> [EXERCISE AIM]
Take the entries that follow and return exactly the lines from the one holding "position:absolute; inset:0; border:10px" through the one holding "9px,951px 9px,949px 17px,917px", both included. Nothing else is needed.

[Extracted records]
----------------

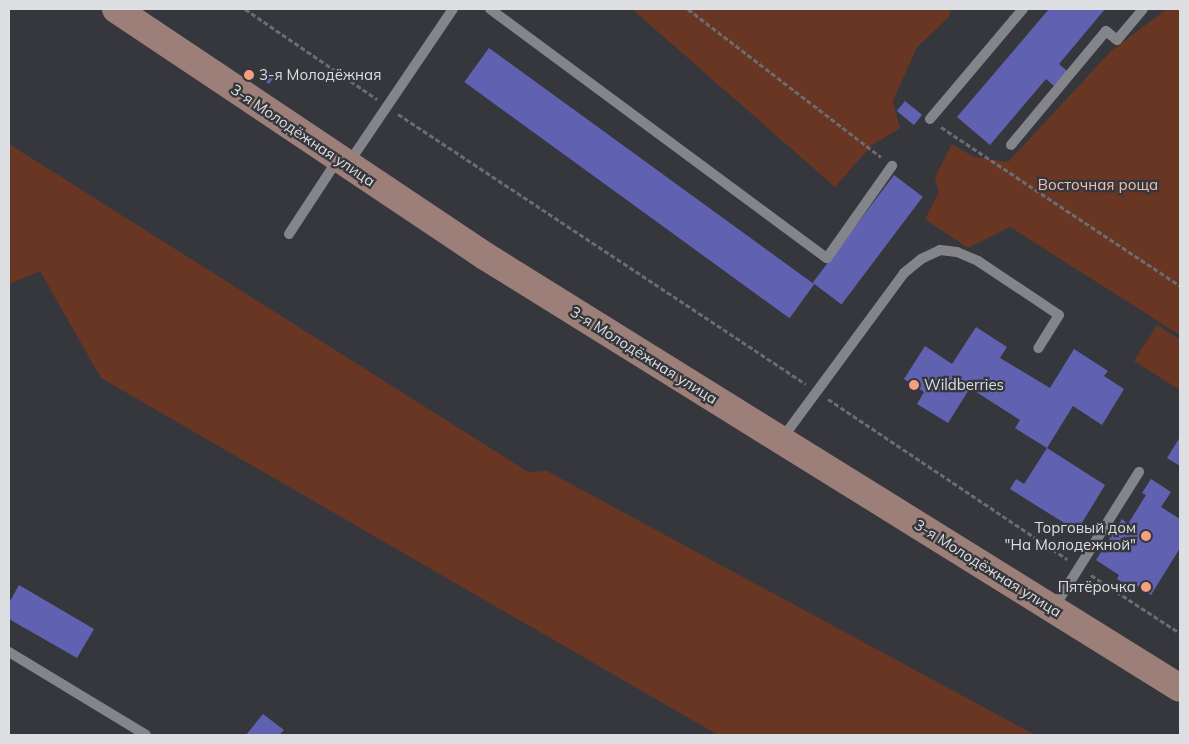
<!DOCTYPE html>
<html>
<head>
<meta charset="utf-8">
<style>
	body { margin:0 }
	#map { position:relative; width:1189px; height:744px; overflow:hidden; background:#36373c; font-family:Mulish,sans-serif }
	div>[style] { position:absolute }
	[style*='--x'] { left:calc(var(--x)*1px); top:calc(var(--y)*1px); width:calc(var(--w)*1px); rotate:calc(var(--a)*1deg) }
	.green>* { inset:0; background:#683623 }
	.building>* { inset:0; background:#6062b1; transform-origin:0 0 }
	.path>* { height:3px; margin-top:-1.5px; transform-origin:0; background:repeating-linear-gradient(90deg,#6b6c70 0 5px,transparent 0 7.5px) }
	.lane>* { height:10px; margin:-5px; padding:0 5px; transform-origin:5px; border-radius:5px; background:#84858b }
	.secondary>* { height:28px; margin:-14px; padding:0 14px; transform-origin:14px; border-radius:14px; background:#9c7f78 }
	.dots>* { width:14px; height:14px; translate:-50% -50%; box-sizing:border-box; border:2px solid #36373c; border-radius:50% }
	span { translate:-50% -50%; white-space:nowrap; text-align:center; line-height:1.15; -webkit-text-stroke:4.5px #36373c; paint-order:stroke }
	.poi-label { font-size:15px; color:#dedfe2 }
	.left { translate:0 -50%; text-align:left }
	.right { translate:-100% -50%; text-align:right }
	.street-label { font-size:15px; color:#dedfe2 }
	.park-label { font-size:15px; color:#f0c0ae }
	.frame { position:absolute; inset:0; border:10px solid #dedfe2; pointer-events:none }
</style>
</head>
<body>
<div id="map">
	<div class="green">
		<div style="clip-path:polygon(632px 9px,951px 9px,949px 17px,917px 47px,893px 101px,900px 128px,872px 145px,835px 187px)"></div>
		<div style="clip-path:polygon(1167px 9px,1180px 9px,1180px 335px,1010px 227px,968px 248px,925px 219px,939px 192px,935px 177px,952px 144px,974px 157px,1008px 162px,1111px 51px)"></div>
		<div style="clip-path:polygon(9px 144px,528px 472px,547px 471px,1035px 735px,718px 735px,101px 378px,40px 271px,9px 284px)"></div>
		<div style="clip-path:polygon(1157px 325px,1180px 340px,1180px 390px,1134px 361px)"></div>
	</div>
	<div class="building">
		<div style="clip-path:polygon(1049px 9px,1105px 9px,1059px 64px,1067px 71px,1054px 86px,1046px 79px,990px 145px,957px 117px)"></div>
		<div style="left:489px;top:48px;width:402px;height:42px;rotate:36deg"></div>
		<div style="left:265px;top:69px;width:12px;height:10px;rotate:35deg"></div>
		<div style="left:905px;top:101px;width:22px;height:13px;rotate:39deg"></div>
		<div style="left:894px;top:175px;width:36px;height:135px;rotate:37deg"></div>
		<div style="clip-path:polygon(976px 327px,1007px 347px,1000px 358px,1050px 388px,1074px 349px,1108px 371px,1104px 376px,1124px 389px,1102px 425px,1073px 406px,1047px 448px,1015px 428px,1020px 420px,970px 388px,948px 423px,917px 404px,924px 392px,904px 379px,925px 346px,952px 364px)"></div>
		<div style="clip-path:polygon(1180px 437px,1180px 466px,1167px 458px)"></div>
		<div style="clip-path:polygon(1047px 448px,1105px 485px,1077px 531px,1010px 489px,1016px 479px,1024px 484px)"></div>
		<div style="clip-path:polygon(1151px 479px,1171px 492px,1161px 507px,1180px 519px,1180px 548px,1151px 595px,1132px 582px,1129px 587px,1117px 579px,1119px 575px,1096px 560px,1122px 519px,1128px 524px,1146px 495px,1142px 493px)"></div>
		<div style="clip-path:polygon(19px 585px,94px 629px,77px 658px,9px 619px,9px 603px)"></div>
		<div style="clip-path:polygon(263px 714px,284px 730px,279px 735px,246px 735px)"></div>
	</div>
	<div class="path">
		<div style="--x:245;--y:9;--w:160;--a:34.3"></div>
		<div style="--x:688;--y:9;--w:243;--a:37.5"></div>
		<div style="--x:398;--y:114;--w:489;--a:33.5"></div>
		<div style="--x:941;--y:127;--w:287;--a:33.6"></div>
		<div style="--x:828;--y:399;--w:288;--a:33.8"></div>
		<div style="--x:1091;--y:575;--w:106;--a:33.1"></div>
	</div>
	<div class="lane">
		<div style="--x:490;--y:9;--w:419;--a:36.5"></div>
		<div style="--x:827;--y:258;--w:113;--a:-54.8"></div>
		<div style="--x:930;--y:119;--w:144;--a:-49.8"></div>
		<div style="--x:1011;--y:145;--w:148;--a:-50.2"></div>
		<div style="--x:1106;--y:31;--w:14;--a:39"></div>
		<div style="--x:1117;--y:40;--w:40;--a:-50"></div>
		<div style="--x:348;--y:164;--w:187;--a:-55.9"></div>
		<div style="--x:289;--y:234;--w:90;--a:-56.8"></div>
		<div style="--x:781;--y:440;--w:207;--a:-53.6"></div>
		<div style="--x:904;--y:273;--w:22;--a:-39"></div>
		<div style="--x:921;--y:259;--w:21;--a:-25"></div>
		<div style="--x:940;--y:250;--w:17;--a:7"></div>
		<div style="--x:957;--y:252;--w:23;--a:23"></div>
		<div style="--x:978;--y:261;--w:97;--a:33.7"></div>
		<div style="--x:1059;--y:315;--w:39;--a:122"></div>
		<div style="--x:1053;--y:609;--w:162;--a:-57.9"></div>
		<div style="--x:9;--y:652;--w:160;--a:31.2"></div>
	</div>
	<div class="secondary">
		<div style="--x:116;--y:9;--w:444;--a:33.8"></div>
		<div style="--x:485;--y:256;--w:818;--a:31.86"></div>
	</div>
	<div class="dots">
		<div style="left:249px;top:75px;background:#f3a081"></div>
		<div style="left:914px;top:385px;background:#f3a081"></div>
		<div style="left:1146px;top:536px;background:#f3a081"></div>
		<div style="left:1146px;top:587px;background:#f3a081"></div>
	</div>
	<div class="poi-label">
		<span class="left" style="left:259px;top:75px">3-я Молодёжная</span>
		<span class="left" style="left:924px;top:385px">Wildberries</span>
		<span class="right" style="left:1136px;top:536px">Торговый дом<br>"На Молодежной"</span>
		<span class="right" style="left:1136px;top:587px">Пятёрочка</span>
	</div>
	<div class="street-label">
		<span style="left:303px;top:135px;rotate:34deg">3-я Молодёжная улица</span>
		<span style="left:644px;top:355px;rotate:32deg">3-я Молодёжная улица</span>
		<span style="left:988px;top:568px;rotate:32deg">3-я Молодёжная улица</span>
	</div>
	<div class="park-label">
		<span style="left:1098px;top:185px">Восточная роща</span>
	</div>
	<div class="frame"></div>
</div>
</body>
</html>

----------------

> [TASK RESPONSE]
	.frame { position:absolute; inset:0; border:10px solid #dedfe2; pointer-events:none }
</style>
</head>
<body>
<div id="map">
	<div class="green">
		<div style="clip-path:polygon(632px 9px,951px 9px,949px 17px,917px 47px,893px 101px,900px 128px,872px 145px,835px 187px)"></div>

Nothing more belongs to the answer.